2013 Golden Flower Dark Tea Fu Zhuan from Tea Art of China

Today’s review is a Tea Art of China’s 5 year old Golden Flower Dark Tea, also known as Fu Zhuan. This Fu Zhuan is of Anuha, Hunan origin.

I love Fu Zhuan and it is a strange dirty tea. This tea is encouraged to be covered in mold, like blue cheese. I had samples off friends and I loved how the mold adds a spun honey flavour. Fu Bricks are also pretty affordable but harder to get your hands on. Funky heicha is one thing, but moldy tea generally makes people run for the hills. I bought an 800 gram brick at a World Tea Expo a while back and it is one of my favourite teas of all time.

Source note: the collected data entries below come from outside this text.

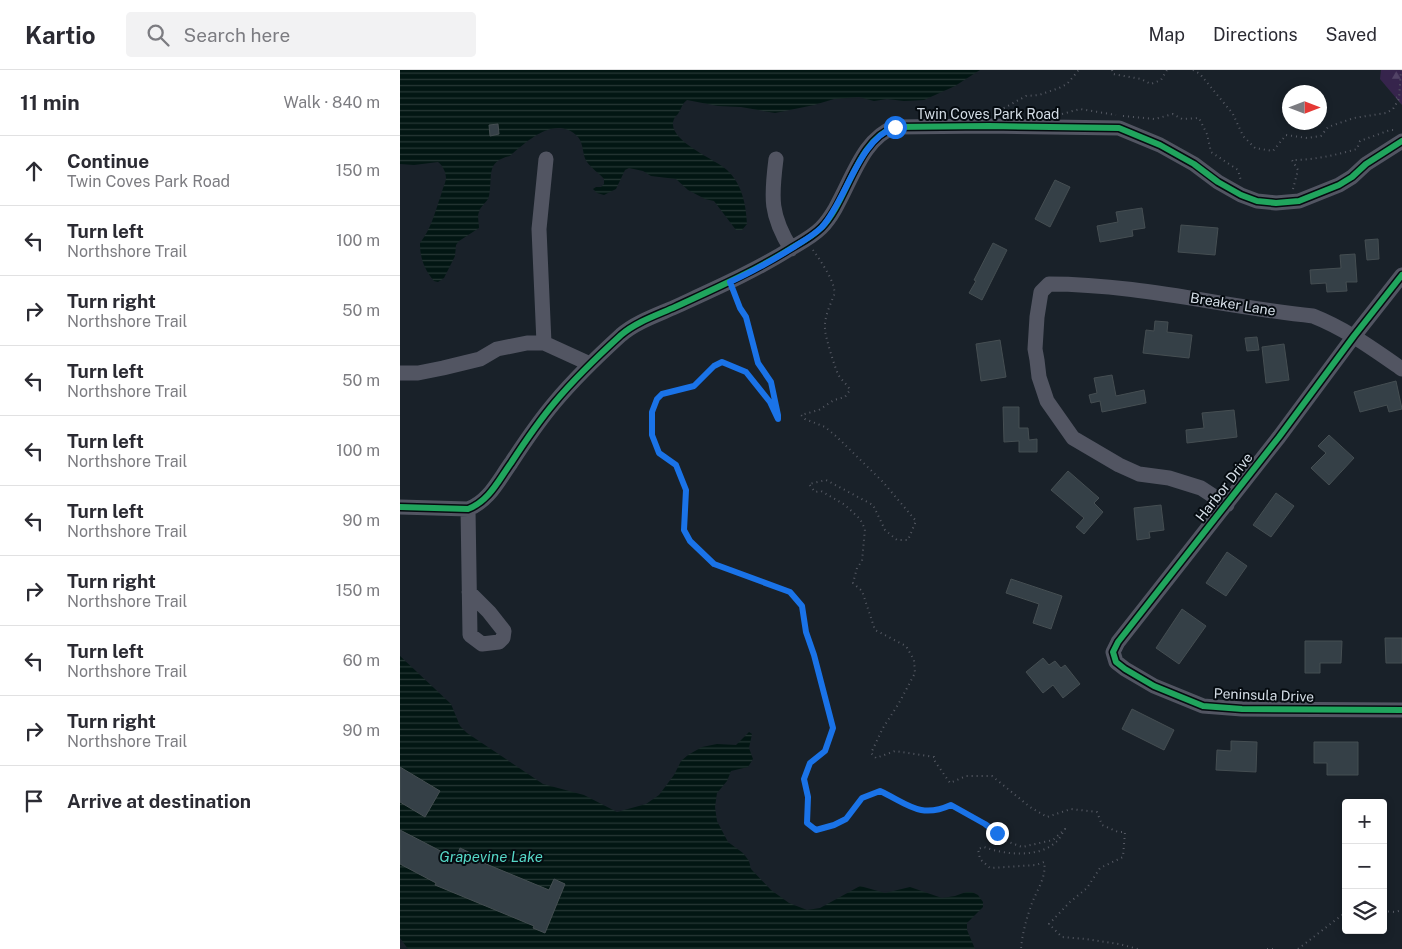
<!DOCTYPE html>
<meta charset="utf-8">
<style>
body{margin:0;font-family:"Public Sans",sans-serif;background:#f2f2f3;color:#2b2b33}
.controls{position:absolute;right:15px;bottom:15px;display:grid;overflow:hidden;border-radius:5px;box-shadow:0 2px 8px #0003}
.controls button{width:45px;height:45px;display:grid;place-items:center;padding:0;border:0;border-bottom:1px solid #e1e1e2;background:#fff;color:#2b2b33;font:25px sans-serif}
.compass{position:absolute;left:882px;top:15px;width:45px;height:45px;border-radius:50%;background:#fff;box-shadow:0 2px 8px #0003;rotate:90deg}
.stop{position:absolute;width:15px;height:15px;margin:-11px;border:4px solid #1a73e8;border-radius:50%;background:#fff}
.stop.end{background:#1a73e8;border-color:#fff;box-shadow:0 1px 5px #0008}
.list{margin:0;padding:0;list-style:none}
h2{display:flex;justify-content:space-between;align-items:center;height:65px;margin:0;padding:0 20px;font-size:21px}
h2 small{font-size:16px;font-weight:400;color:#7c7c81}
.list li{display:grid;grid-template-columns:32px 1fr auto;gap:15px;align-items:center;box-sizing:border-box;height:70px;padding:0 20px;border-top:1px solid #e1e1e2}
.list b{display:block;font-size:19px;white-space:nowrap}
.list p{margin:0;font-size:16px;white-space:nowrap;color:#7c7c81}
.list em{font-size:16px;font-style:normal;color:#7c7c81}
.icon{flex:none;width:28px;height:28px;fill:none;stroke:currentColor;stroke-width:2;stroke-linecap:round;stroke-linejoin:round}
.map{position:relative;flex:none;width:1002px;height:879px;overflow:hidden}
header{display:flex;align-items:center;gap:30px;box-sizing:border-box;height:70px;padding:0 25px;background:#fff;border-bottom:1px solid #e1e1e2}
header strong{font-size:24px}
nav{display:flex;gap:28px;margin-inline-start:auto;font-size:18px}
.search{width:350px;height:45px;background:#f2f2f3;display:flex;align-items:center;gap:12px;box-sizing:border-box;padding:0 18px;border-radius:5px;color:#7c7c81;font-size:19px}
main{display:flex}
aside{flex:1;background:#fff}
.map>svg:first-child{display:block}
.forest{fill:url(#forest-firs)}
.water{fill:url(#water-rules)}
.building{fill:#354047;stroke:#454e52}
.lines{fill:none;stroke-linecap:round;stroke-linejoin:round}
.path{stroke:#565a64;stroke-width:2;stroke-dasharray:1 4;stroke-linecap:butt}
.minor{stroke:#525562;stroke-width:15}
.cycleway-casing{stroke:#050b10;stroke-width:9}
.cycleway{stroke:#20a55d;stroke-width:6}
.route{stroke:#1a73e8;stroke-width:6}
.labels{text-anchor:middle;stroke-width:4;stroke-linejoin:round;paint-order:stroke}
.street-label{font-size:14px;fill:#d4dde6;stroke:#050b10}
.water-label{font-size:15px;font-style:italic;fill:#56d8c7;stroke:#050b10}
</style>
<header>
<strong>Kartio</strong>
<div class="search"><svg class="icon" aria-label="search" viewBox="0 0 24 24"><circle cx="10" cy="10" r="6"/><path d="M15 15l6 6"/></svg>Search here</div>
<nav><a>Map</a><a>Directions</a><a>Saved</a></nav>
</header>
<main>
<aside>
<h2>11 min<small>Walk · 840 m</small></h2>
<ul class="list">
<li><svg class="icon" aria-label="ahead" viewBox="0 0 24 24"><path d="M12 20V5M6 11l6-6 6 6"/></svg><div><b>Continue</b><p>Twin Coves Park Road</p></div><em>150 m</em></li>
<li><svg class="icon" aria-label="left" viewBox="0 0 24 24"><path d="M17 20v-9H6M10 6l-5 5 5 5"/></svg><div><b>Turn left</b><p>Northshore Trail</p></div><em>100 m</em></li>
<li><svg class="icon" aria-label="right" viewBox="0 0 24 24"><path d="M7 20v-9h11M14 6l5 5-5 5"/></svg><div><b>Turn right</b><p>Northshore Trail</p></div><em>50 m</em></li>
<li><svg class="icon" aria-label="left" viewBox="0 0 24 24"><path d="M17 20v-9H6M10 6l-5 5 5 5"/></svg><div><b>Turn left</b><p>Northshore Trail</p></div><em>50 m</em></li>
<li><svg class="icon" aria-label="left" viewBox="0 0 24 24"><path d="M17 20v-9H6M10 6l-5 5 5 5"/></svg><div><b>Turn left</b><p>Northshore Trail</p></div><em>100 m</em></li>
<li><svg class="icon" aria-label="left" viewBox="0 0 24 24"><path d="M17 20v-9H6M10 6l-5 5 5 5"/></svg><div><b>Turn left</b><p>Northshore Trail</p></div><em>90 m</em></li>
<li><svg class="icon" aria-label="right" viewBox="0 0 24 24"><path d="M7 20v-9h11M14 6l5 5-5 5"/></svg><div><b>Turn right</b><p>Northshore Trail</p></div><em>150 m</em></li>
<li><svg class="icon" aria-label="left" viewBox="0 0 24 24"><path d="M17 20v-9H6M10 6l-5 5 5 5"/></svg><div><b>Turn left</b><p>Northshore Trail</p></div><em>60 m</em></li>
<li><svg class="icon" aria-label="right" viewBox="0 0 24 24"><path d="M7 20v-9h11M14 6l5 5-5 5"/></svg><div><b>Turn right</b><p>Northshore Trail</p></div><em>90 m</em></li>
<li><svg class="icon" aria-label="arrive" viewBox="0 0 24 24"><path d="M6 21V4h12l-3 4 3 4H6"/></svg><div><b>Arrive at destination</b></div></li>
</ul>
</aside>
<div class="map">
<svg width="1002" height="879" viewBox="0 0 1002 879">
<defs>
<pattern id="forest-firs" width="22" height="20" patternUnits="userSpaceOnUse" patternTransform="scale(1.25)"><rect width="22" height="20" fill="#36244c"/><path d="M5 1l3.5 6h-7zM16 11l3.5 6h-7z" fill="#524366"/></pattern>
<pattern id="water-rules" width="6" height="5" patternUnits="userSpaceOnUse" patternTransform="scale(1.25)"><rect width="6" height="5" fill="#021613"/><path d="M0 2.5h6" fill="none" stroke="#263735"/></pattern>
</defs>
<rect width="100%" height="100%" fill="#192129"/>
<path class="forest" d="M981 0H1002V35L980 9Z"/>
<path class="water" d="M0 0H580L555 16 524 30 504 31 487 29 474 31 459 27 434 29 414 35 375 43 341 37 318 36 287 30C282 34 282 37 279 42 278 45 275 46 274 49 265 70 315 89 327 100 342 114 346 134 347 154L342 160H336L314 131 305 129 288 120 276 109 251 106 243 101 229 98 225 100 216 119 204 125 197 123 193 119 196 117H201L204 114V109C199 103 192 99 187 92 182 85 184 74 178 67 156 44 127 71 110 86 85 91 93 107 89 126 88 132 80 136 79 142 77 146 79 153 79 158L59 171 56 175 55 186 44 208 38 212 34 211C24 199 20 188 20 173 31 159 35 142 41 125 42 120 45 114 46 109 46 102 43 96 38 92L14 95 0 94Z
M0 586 51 634 60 656 67 663 143 714 184 725 217 742 246 734 259 725 274 705 281 691 288 685 302 677 317 674 336 675 349 662 352 664 349 678 353 689 348 697 331 701 327 711 317 723 315 737 317 751 328 772 343 783 349 791 351 799 371 820 389 833 407 840 420 838 460 816 485 823 510 817 542 828 555 826 566 822H572L578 825 583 832V837L567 853V860L575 879H8L0 868Z"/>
<path class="building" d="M98 54 99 64 90 66 89 55Z
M655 110 670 117 650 157 635 149Z
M742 138 745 158 732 160 733 166 700 172 697 156 718 152 716 142Z
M781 155 818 158 815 185 778 182Z
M978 169 979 189 967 190 965 170Z
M593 173 607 180 582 230 569 223 576 211 574 210Z
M955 184 957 212H946L947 221 927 222 926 213 911 214 910 200 941 198 940 185Z
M755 251 768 252 767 262 792 265 789 288 743 283 746 260 754 261Z
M857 267 859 280 847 281 845 268Z
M600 270 606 307 581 311 576 274Z
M884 274 889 310 866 313 862 277Z
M712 305 716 326 744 320 746 333 702 342 700 331 691 333 689 325 697 323 694 308Z
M996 311 1002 339 989 342 987 335 960 342 954 322Z
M603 337H619V358H628L629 370 637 369V382H619V371L604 372Z
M834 340 837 367 787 373 786 360 804 358 802 343Z
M929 365 954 388 929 415 911 398 926 383 918 376Z
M668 401 699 428 694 433 703 442 684 464 676 457 684 448 651 420Z
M876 423 894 436 871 467 853 455Z
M761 435 764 460 749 462 750 468 737 470 734 438Z
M827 482 847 496 826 526 806 513Z
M611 509 662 526 651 559 633 553 639 534 606 523Z
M782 539 806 556 779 594 756 578Z
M985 568H1002V593H986Z
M905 571H942L941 593H920V603H905Z
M643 588 649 595 655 591 661 598 665 595 680 614 663 628 653 615 643 623 626 602Z
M732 639 774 660 764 680 722 659Z
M831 671 857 672 856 702 816 700 817 680 831 681Z
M914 672H958V705H927V693H914Z
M0 697 40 721 25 747 0 732Z
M0 760 56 789 60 778 79 787V791L149 820 154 809 165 814 145 863 133 858 134 856 35 815 36 813 0 794Z"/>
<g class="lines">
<path class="path" d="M712 0 713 4 741 9 751 14 761 10 767 0
M793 0 800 4 833 44 843 66 855 78 873 81 886 65 907 68 921 66 928 57 954 48 986 43 993 39 999 29 1001 0
M595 43 626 26 639 25 659 18 667 14 678 1 681 0
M644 43H655
M662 44 680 39 716 45
M723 46 755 49 773 44 782 49 799 48 807 64 811 82 838 100 841 111
M893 119 898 100 892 90C914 90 936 85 957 79L960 71 990 60H995
M413 180C420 190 437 214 434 225 430 236 424 247 425 259 425 266 435 298 438 304 441 310 447 314 450 320L445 327 434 330 419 340 401 345 405 349 425 357 437 367 483 412 516 451 508 470H497L485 460 473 435 426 410 409 414 415 422 421 421 445 435 460 449 465 459 462 491 457 498 453 513 462 521 475 560 506 576 514 590 515 603 499 633 483 658 471 683 476 688 495 681 534 687V690L550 713 566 706H592L630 737 647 747 671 739 697 742 702 755 718 762H725L723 787 700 798 687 818 670 832 649 854 662 867 686 869 719 874 738 879
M333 224 345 247 358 293 371 312 379 345 378 349 370 332 346 303 323 293 314 296 294 316 262 324 257 329 252 342V365L259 383 277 395 286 420 284 460 290 471 314 494 390 523 402 536 406 562 414 585 433 658 425 681 410 693 404 709 408 727 407 753 416 759 434 755 446 749 462 728 480 721C508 734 520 749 551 735L585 754 606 771 622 777 653 770 665 759C662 763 660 769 656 772 639 788 605 785 584 777L578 779 580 789 590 798 636 795 644 792C647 806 637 820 632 833 627 847 622 864 621 879
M983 841 995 842 1002 840
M867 879H873
M898 879 946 842"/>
<path class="minor" d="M376 89C371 128 370 145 391 179
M1002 205 954 266 879 367 718 572 713 582 716 592 725 599 754 616 803 636 842 639 1002 640
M144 273 139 159 146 89
M0 303H18L43 298 80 289 97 279 127 273H144L190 294
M827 435 801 418 769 408 739 404 719 395 673 368 647 331 639 307 637 290 635 279 637 247 641 222 649 214C738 214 825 237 913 246 946 259 973 279 1002 299
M0 437 68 439C89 431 98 411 111 393 124 373 139 351 155 332 175 308 198 286 221 265 236 252 257 245 275 237 314 219 353 202 390 179 400 173 412 167 421 158 448 131 456 70 495 57L589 56 719 58 760 75 794 94 818 112 841 125 857 131 876 133 899 131 939 115 952 107 966 94 1002 71
M68 439 70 565 82 574 99 572 103 568 104 561 89 542 69 522"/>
<defs>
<path id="cycleway" d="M1002 205 954 266 879 367 718 572 713 582 716 592 725 599 754 616 803 636 842 639 1002 640
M0 437 68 439C89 431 98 411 111 393 124 373 139 351 155 332 175 308 198 286 221 265 236 252 257 245 275 237 314 219 353 202 390 179 400 173 412 167 421 158 448 131 456 70 495 57L589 56 719 58 760 75 794 94 818 112 841 125 857 131 876 133 899 131 939 115 952 107 966 94 1002 71"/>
</defs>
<use href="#cycleway" class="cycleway-casing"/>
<use href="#cycleway" class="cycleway"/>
</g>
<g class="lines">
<path class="route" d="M495 57C458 70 447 129 422 157 414 165 403 171 394 177 373 190 352 202 330 212L340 238 346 247 358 293 371 312 378 345V349L370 332 346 302 322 292 314 296 294 316 262 324 257 329 252 342V365L259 383 276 395 286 420 284 460 290 471 314 494 390 522 402 536 406 562 414 585 433 658 425 681 410 693 404 709 408 727 407 753 416 760 434 755 446 749 462 728 480 721C508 734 520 749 551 735L585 754 597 763"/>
</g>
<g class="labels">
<g class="street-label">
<text x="588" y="49">Twin Coves Park Road</text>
<text transform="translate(833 234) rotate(9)" y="5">Breaker Lane</text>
<text transform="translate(824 417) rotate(-52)" y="5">Harbor Drive</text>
<text transform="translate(864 625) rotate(2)" y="5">Peninsula Drive</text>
</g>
<g class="water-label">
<text x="91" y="792">Grapevine Lake</text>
</g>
</g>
</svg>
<div class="controls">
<button>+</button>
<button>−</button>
<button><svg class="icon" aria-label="layers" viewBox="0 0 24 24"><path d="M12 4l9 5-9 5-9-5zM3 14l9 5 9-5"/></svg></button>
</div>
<svg class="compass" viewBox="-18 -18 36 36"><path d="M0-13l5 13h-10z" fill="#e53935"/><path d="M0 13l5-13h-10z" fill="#7c7c81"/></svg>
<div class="stop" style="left:495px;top:57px"></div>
<div class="stop end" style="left:597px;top:763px"></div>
</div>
</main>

Also be aware moldy Golden Flower tea makes a huge mess to break off pieces. Your breaking tray and tools get covered in mold dust, so you will need to clean after. This is likely why you don’t see samples of this tea sold if a vendor happens to carry it. Our review Golden Flower Dark Tea is from Tea Art of China. This company breaks it down for you into 50 grams tubes. One hand I love having a monster brick, but a 50 gram tube has all the mess contained and broken for you.

PSA – Fu Zhuan / Golden Flower Dark Tea can contain wheat/yeast, which they use as an agent to stimulate the mold production.

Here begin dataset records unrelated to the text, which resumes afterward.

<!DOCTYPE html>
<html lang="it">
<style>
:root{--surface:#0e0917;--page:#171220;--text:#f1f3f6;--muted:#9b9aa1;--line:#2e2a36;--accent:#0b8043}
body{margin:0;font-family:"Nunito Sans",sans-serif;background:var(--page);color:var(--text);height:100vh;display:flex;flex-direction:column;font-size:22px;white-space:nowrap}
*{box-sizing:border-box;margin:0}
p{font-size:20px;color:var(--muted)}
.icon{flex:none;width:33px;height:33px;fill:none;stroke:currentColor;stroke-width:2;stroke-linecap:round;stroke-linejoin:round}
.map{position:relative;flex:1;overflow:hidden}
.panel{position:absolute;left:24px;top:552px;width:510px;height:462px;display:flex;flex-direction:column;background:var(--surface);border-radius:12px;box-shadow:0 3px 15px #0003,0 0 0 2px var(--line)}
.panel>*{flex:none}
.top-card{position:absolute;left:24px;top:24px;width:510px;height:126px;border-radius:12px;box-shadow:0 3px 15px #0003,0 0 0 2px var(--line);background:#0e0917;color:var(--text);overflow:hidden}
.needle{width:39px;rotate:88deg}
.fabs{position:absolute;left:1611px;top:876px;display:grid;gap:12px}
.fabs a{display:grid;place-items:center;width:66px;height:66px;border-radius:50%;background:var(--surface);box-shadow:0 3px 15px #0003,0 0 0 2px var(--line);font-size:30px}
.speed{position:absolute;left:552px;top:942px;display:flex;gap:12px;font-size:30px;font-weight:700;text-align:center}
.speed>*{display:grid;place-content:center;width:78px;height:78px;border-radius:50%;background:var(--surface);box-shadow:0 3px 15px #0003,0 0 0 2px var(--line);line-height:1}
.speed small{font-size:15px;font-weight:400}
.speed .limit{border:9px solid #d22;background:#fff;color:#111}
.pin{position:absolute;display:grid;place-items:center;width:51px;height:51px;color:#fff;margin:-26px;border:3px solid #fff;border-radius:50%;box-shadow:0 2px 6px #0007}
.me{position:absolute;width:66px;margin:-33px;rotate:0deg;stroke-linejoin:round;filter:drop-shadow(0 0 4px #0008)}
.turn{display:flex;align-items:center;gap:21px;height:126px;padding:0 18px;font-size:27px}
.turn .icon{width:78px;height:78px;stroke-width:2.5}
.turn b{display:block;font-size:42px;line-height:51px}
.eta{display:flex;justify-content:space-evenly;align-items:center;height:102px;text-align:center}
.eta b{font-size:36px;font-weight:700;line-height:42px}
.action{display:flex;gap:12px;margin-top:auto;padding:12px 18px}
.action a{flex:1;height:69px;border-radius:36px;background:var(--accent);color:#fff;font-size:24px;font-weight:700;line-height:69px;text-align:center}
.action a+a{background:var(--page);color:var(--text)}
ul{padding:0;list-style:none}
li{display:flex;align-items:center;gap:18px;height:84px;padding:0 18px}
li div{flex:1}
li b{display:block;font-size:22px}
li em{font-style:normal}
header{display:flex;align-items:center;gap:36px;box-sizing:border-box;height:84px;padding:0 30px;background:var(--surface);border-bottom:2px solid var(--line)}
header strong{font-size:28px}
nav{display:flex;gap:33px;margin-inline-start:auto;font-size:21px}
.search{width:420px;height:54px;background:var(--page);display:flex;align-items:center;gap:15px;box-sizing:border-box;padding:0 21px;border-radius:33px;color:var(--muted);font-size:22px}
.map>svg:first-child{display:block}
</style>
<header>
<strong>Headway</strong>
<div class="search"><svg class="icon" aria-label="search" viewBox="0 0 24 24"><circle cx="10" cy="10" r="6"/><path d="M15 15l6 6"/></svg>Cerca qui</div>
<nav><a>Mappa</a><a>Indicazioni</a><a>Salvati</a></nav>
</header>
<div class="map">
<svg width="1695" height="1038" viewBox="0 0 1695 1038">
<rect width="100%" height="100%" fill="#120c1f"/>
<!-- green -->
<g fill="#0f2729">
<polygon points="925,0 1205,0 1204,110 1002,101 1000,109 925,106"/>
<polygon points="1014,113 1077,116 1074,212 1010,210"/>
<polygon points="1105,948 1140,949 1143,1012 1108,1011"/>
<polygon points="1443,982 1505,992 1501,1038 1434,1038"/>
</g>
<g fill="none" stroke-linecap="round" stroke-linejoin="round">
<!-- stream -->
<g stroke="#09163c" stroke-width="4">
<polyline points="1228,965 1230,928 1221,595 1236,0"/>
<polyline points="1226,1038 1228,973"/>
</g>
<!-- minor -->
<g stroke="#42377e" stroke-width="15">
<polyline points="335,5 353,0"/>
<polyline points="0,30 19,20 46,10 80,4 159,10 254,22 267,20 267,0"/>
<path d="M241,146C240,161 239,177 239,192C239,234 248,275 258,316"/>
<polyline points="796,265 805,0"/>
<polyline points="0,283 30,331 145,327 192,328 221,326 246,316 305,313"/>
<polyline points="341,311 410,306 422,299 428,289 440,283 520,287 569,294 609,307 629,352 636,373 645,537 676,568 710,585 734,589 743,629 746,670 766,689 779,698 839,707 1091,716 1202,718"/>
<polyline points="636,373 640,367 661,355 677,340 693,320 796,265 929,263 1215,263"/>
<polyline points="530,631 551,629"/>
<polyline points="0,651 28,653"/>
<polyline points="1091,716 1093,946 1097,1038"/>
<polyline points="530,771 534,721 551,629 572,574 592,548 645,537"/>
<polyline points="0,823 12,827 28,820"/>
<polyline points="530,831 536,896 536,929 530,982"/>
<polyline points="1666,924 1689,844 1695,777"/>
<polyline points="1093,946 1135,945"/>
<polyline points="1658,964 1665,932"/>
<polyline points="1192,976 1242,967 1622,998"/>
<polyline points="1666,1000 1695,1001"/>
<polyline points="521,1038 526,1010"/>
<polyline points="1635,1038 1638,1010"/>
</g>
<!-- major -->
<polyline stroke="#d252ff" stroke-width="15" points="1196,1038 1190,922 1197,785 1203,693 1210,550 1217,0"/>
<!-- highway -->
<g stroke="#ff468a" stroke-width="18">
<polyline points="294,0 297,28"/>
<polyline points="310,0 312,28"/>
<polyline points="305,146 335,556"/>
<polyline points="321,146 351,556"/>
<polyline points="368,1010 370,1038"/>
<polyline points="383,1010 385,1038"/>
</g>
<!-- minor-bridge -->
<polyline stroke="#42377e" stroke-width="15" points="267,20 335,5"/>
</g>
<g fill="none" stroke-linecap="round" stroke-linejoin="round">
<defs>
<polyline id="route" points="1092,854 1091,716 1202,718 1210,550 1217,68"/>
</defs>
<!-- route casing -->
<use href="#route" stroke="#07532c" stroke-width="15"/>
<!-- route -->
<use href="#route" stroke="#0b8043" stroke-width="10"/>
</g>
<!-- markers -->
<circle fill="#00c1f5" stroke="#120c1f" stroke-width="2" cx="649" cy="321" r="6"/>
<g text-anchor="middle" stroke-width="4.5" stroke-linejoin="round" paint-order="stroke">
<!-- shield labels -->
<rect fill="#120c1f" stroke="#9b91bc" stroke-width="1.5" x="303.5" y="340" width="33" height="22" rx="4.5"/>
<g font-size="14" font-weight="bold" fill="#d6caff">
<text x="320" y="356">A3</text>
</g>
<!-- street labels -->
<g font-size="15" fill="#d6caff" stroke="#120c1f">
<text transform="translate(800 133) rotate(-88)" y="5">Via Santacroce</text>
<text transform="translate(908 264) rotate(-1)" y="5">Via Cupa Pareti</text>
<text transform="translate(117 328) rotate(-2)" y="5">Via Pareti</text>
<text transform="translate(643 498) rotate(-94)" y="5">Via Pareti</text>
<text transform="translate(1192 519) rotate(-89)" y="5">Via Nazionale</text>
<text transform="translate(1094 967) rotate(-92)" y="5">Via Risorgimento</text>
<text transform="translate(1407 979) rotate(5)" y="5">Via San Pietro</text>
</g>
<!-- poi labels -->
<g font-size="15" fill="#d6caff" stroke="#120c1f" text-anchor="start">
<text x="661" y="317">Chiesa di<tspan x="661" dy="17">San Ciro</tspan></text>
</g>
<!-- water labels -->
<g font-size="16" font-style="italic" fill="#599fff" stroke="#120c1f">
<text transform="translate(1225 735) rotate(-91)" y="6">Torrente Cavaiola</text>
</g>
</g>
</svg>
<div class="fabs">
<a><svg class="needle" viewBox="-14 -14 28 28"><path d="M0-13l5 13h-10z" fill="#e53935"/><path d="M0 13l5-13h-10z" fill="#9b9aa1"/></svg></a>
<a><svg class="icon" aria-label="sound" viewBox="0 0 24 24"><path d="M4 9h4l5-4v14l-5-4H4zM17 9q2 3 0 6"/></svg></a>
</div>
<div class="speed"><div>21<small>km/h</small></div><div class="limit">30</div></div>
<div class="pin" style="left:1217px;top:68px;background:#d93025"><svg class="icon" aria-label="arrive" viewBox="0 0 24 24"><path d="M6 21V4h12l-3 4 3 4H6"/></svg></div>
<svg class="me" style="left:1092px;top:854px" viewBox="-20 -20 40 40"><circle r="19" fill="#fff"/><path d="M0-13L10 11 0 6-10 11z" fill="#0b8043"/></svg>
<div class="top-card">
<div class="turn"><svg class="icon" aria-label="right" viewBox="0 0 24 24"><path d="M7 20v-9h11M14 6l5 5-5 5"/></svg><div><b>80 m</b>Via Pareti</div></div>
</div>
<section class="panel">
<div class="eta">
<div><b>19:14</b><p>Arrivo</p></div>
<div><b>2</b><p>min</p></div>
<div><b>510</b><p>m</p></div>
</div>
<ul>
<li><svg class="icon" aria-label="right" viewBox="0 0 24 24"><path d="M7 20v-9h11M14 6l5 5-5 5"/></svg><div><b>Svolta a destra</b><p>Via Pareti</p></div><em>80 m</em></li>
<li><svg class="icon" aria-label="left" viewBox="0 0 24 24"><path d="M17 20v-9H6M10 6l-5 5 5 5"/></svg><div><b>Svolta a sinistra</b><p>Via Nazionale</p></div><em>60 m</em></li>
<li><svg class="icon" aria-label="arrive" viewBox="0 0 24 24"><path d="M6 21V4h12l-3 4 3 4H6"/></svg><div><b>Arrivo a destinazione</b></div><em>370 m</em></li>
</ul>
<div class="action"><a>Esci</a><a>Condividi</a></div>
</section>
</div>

Also, note this mold will also spread to your other teas. If you do not want gold mold on all your puer, store separately.

Dry Leaf and Steeping Method

This leaf has a huang pian appearance with big long sheets of leaf coated in golden spores. It is easy to flake off pieces. Some are moldier than others, I find with this type of tea the insides are jammed pack. Some pieces in this sample are crazier than others.

I used 1 gram of leaf per 14ml of vessel size. I leaf a little harder here as with my other fu brick I find it responds better.

Tasting of Tea Art of China’s 2013 Golden Flower Dark Tea

First and Second Infusion: The flavour is honey, heavy mineral spring water, and a bit of juicy particle board. There is an excellent level of sweetness in this tea making for an easy drink. Not much of an aftertaste other than some honey.

Third and Fourth Infusion: Golden Flower tea got dark! It has a watered down molasses taste. Other notes are of honey and soggy driftwood.

Fifth and Sixth Infusion: These last infusions I steeped long, with the final being 10 minutes. This tea definitely tasted best with a long infusion. It did not get bitter or dry. The flavour just got concentrated honey and birch. The finish has a wet stones mineral flavour that is super strong – strongest wet rock note I’ve tasted.

Grandpa Style: I threw in a fresh 5 grams of leaf into my grandpa mug.

This is it, the best way to make Tea Art of China’s Golden Flower Dark tea. It’s smooth honey, wood, and wet rocks. It has this powdered honey flavour that makes it easy to drink. The longer it steeps, the more woodsy birch it gets. Grandpa style never got bitter, strong, or dry.

Comments

Tea Art of China’s 2013 Golden Flower Dark Tea is likely the easiest (at this time) to get your hands on some ultra moldy Fu Zhuan in a reasonable quantity to try. My 800 gram delicious Fu Brick requires an agent and at least 800 gram size. The western facing sellers that do have them do not do sample sizes, which I totally understand as it is a nightmare to break.

I found this one has a nice level fo honey and woody notes. It isn’t near as tea drunk as the other fu brick I have. Be sure to leaf on the harder side and consider grandpa style for maximum flavour.

By the way, Tea Art of China has a super gimmicky site of LOLZ. The health claims are quite funny. You can read those on your own. I generally do not accept healthy claim insanity tea to review as I do not want to promote that crap, but I cannot say no to moldy tea. This is likely one of the few ways to get to try this tea without committing to a monster brick. Oolong Owl subscribes to drinking tea because it tastes good, not magical properties.